The Mayan calendar ended this month. Contrary to the “predictions,” it wasn’t the end of the world, just the end of Mayan content. To avoid having your company come up short on content, let’s take a quick look at the history of web content and trends for 2013.
The Development of SEO and Content Marketing
The web has been based on two things – text and links. As with any new idea or product, the initial iterations were easy to abuse, fake and duplicate.
Many of us remember the early tricks: fonts the same color as the background, hidden text, and keyword-stuffed pages. Early Google updates, like Florida, forced webmasters to create content instead of text.
Links were easy to place, but they still needed a vehicle. Content writing sites developed to meet webmasters’ and SEOs’ needs for link-carrying content. During this time, links were the name of the game, and SEOs were looking for the best balance of cost and quality.
In February 2011, Panda fundamentally changed website creation and promotion. The quality and depth of the content of the site came under attack. Webmasters and SEOs who were used to thin content were pushed to include more meaty pieces.

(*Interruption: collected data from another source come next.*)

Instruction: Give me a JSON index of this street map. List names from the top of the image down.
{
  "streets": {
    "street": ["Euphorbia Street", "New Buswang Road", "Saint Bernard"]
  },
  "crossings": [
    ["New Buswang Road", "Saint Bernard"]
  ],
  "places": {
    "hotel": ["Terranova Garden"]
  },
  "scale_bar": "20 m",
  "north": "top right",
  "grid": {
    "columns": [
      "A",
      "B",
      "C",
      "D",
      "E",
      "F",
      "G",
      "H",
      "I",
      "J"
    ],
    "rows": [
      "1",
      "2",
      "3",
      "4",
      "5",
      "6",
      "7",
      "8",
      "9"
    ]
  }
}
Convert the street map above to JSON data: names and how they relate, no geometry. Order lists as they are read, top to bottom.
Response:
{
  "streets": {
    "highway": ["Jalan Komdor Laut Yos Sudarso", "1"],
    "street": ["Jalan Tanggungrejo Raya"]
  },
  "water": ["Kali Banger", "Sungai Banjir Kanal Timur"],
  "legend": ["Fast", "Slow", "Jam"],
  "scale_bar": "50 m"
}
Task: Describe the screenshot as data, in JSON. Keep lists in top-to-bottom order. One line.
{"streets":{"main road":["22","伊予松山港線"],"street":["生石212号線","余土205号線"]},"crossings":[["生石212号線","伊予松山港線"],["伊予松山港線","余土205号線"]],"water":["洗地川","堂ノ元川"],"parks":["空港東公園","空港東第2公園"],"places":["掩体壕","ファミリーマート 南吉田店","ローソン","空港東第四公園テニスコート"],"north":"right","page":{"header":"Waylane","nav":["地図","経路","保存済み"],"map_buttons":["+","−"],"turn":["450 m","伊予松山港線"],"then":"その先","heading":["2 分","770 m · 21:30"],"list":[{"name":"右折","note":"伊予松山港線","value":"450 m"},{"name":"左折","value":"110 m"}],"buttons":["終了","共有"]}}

Site developers who were used to slow rollouts and random content updates found a renewed importance in consistently developing readable content. However, since there were a variety of standard, functioning link-building tactics, SEOs focused on pumping out content and using those networks while they could. The number of content creation companies and providers exploded – along with the need for higher quality content.
In April 2012, the other side of the SEO equation, links, came under fire. Paid links, link wheels, blog networks and other strategies for easily spreading content suddenly were penalized.
SEOs had learned that content had to be good; now the question became, “Where do I put this stuff?” Without the clear strategies to promote content and get links, content creation requests slowed as SEOs reconsidered their entire content marketing plan.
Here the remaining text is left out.